Transcribe each entry. Change nothing.
--- Raw data ---
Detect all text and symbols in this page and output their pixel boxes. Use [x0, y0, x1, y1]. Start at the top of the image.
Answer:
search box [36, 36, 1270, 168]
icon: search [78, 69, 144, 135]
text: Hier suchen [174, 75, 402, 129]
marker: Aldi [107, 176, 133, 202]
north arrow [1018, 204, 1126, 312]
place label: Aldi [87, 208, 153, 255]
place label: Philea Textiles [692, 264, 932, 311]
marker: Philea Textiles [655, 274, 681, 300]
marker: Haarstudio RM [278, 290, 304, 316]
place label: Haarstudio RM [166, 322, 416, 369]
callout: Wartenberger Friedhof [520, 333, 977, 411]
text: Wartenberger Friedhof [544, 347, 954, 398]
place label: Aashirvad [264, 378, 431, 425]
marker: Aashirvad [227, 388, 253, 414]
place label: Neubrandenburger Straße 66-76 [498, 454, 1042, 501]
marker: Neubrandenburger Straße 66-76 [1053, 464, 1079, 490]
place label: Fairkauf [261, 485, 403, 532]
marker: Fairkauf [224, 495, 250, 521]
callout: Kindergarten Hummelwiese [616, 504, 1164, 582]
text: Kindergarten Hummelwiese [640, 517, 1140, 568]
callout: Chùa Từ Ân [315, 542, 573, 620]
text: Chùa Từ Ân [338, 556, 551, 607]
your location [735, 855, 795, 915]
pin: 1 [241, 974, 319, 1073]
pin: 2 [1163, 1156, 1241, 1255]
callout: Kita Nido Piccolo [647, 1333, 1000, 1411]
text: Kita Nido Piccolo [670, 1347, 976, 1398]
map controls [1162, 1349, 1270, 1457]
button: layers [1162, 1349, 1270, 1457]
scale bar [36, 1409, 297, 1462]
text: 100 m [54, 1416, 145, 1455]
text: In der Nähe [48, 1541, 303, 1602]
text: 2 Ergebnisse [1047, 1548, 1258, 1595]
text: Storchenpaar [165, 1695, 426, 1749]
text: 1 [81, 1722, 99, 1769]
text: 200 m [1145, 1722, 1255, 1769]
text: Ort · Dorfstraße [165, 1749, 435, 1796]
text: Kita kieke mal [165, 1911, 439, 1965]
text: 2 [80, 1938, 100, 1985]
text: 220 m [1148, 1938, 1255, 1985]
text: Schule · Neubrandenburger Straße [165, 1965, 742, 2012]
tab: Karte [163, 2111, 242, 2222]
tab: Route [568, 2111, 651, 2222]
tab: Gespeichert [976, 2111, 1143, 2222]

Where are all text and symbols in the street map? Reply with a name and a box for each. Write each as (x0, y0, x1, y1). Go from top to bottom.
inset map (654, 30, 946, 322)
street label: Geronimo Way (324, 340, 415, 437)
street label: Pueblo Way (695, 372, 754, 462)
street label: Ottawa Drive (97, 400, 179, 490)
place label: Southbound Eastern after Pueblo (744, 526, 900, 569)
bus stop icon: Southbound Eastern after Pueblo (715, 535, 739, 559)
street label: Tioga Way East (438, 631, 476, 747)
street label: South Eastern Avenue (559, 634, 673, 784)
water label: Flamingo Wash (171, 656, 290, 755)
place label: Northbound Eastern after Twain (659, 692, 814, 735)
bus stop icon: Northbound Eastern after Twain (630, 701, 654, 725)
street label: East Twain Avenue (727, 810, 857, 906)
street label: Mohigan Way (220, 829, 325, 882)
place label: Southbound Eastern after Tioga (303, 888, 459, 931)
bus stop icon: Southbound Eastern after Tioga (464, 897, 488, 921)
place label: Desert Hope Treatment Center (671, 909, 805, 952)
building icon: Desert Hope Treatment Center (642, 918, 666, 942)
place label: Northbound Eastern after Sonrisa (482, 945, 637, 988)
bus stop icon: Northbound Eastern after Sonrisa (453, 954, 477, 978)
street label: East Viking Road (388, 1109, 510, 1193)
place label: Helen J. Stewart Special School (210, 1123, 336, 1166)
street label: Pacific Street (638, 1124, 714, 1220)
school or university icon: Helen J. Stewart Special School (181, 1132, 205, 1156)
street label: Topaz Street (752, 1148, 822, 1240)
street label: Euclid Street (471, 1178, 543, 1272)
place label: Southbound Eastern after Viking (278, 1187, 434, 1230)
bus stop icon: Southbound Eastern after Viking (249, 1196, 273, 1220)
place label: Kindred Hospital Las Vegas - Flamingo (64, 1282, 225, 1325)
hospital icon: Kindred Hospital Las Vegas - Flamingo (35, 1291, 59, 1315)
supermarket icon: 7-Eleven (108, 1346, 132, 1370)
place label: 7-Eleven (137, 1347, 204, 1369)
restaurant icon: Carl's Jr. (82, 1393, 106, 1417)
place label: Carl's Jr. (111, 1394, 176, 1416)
---
## [Finished exercise]
Detect all text and symbols in this page and output their pixel boxes. Use [x0, y0, x1, y1]. Start at the top of the image.
Answer:
search box [36, 36, 1270, 168]
icon: search [78, 69, 144, 135]
text: Hier suchen [174, 75, 402, 129]
marker: Aldi [107, 176, 133, 202]
north arrow [1018, 204, 1126, 312]
place label: Aldi [87, 208, 153, 255]
place label: Philea Textiles [692, 264, 932, 311]
marker: Philea Textiles [655, 274, 681, 300]
marker: Haarstudio RM [278, 290, 304, 316]
place label: Haarstudio RM [166, 322, 416, 369]
callout: Wartenberger Friedhof [520, 333, 977, 411]
text: Wartenberger Friedhof [544, 347, 954, 398]
place label: Aashirvad [264, 378, 431, 425]
marker: Aashirvad [227, 388, 253, 414]
place label: Neubrandenburger Straße 66-76 [498, 454, 1042, 501]
marker: Neubrandenburger Straße 66-76 [1053, 464, 1079, 490]
place label: Fairkauf [261, 485, 403, 532]
marker: Fairkauf [224, 495, 250, 521]
callout: Kindergarten Hummelwiese [616, 504, 1164, 582]
text: Kindergarten Hummelwiese [640, 517, 1140, 568]
callout: Chùa Từ Ân [315, 542, 573, 620]
text: Chùa Từ Ân [338, 556, 551, 607]
your location [735, 855, 795, 915]
pin: 1 [241, 974, 319, 1073]
pin: 2 [1163, 1156, 1241, 1255]
callout: Kita Nido Piccolo [647, 1333, 1000, 1411]
text: Kita Nido Piccolo [670, 1347, 976, 1398]
map controls [1162, 1349, 1270, 1457]
button: layers [1162, 1349, 1270, 1457]
scale bar [36, 1409, 297, 1462]
text: 100 m [54, 1416, 145, 1455]
text: In der Nähe [48, 1541, 303, 1602]
text: 2 Ergebnisse [1047, 1548, 1258, 1595]
text: Storchenpaar [165, 1695, 426, 1749]
text: 1 [81, 1722, 99, 1769]
text: 200 m [1145, 1722, 1255, 1769]
text: Ort · Dorfstraße [165, 1749, 435, 1796]
text: Kita kieke mal [165, 1911, 439, 1965]
text: 2 [80, 1938, 100, 1985]
text: 220 m [1148, 1938, 1255, 1985]
text: Schule · Neubrandenburger Straße [165, 1965, 742, 2012]
tab: Karte [163, 2111, 242, 2222]
tab: Route [568, 2111, 651, 2222]
tab: Gespeichert [976, 2111, 1143, 2222]

Where are all text and symbols in the street map? Reply with a name and a box for each. Write each as (x0, y0, x1, y1). Go from top to bottom.
inset map (654, 30, 946, 322)
street label: Geronimo Way (324, 340, 415, 437)
street label: Pueblo Way (695, 372, 754, 462)
street label: Ottawa Drive (97, 400, 179, 490)
place label: Southbound Eastern after Pueblo (744, 526, 900, 569)
bus stop icon: Southbound Eastern after Pueblo (715, 535, 739, 559)
street label: Tioga Way East (438, 631, 476, 747)
street label: South Eastern Avenue (559, 634, 673, 784)
water label: Flamingo Wash (171, 656, 290, 755)
place label: Northbound Eastern after Twain (659, 692, 814, 735)
bus stop icon: Northbound Eastern after Twain (630, 701, 654, 725)
street label: East Twain Avenue (727, 810, 857, 906)
street label: Mohigan Way (220, 829, 325, 882)
place label: Southbound Eastern after Tioga (303, 888, 459, 931)
bus stop icon: Southbound Eastern after Tioga (464, 897, 488, 921)
place label: Desert Hope Treatment Center (671, 909, 805, 952)
building icon: Desert Hope Treatment Center (642, 918, 666, 942)
place label: Northbound Eastern after Sonrisa (482, 945, 637, 988)
bus stop icon: Northbound Eastern after Sonrisa (453, 954, 477, 978)
street label: East Viking Road (388, 1109, 510, 1193)
place label: Helen J. Stewart Special School (210, 1123, 336, 1166)
street label: Pacific Street (638, 1124, 714, 1220)
school or university icon: Helen J. Stewart Special School (181, 1132, 205, 1156)
street label: Topaz Street (752, 1148, 822, 1240)
street label: Euclid Street (471, 1178, 543, 1272)
place label: Southbound Eastern after Viking (278, 1187, 434, 1230)
bus stop icon: Southbound Eastern after Viking (249, 1196, 273, 1220)
place label: Kindred Hospital Las Vegas - Flamingo (64, 1282, 225, 1325)
hospital icon: Kindred Hospital Las Vegas - Flamingo (35, 1291, 59, 1315)
supermarket icon: 7-Eleven (108, 1346, 132, 1370)
place label: 7-Eleven (137, 1347, 204, 1369)
restaurant icon: Carl's Jr. (82, 1393, 106, 1417)
place label: Carl's Jr. (111, 1394, 176, 1416)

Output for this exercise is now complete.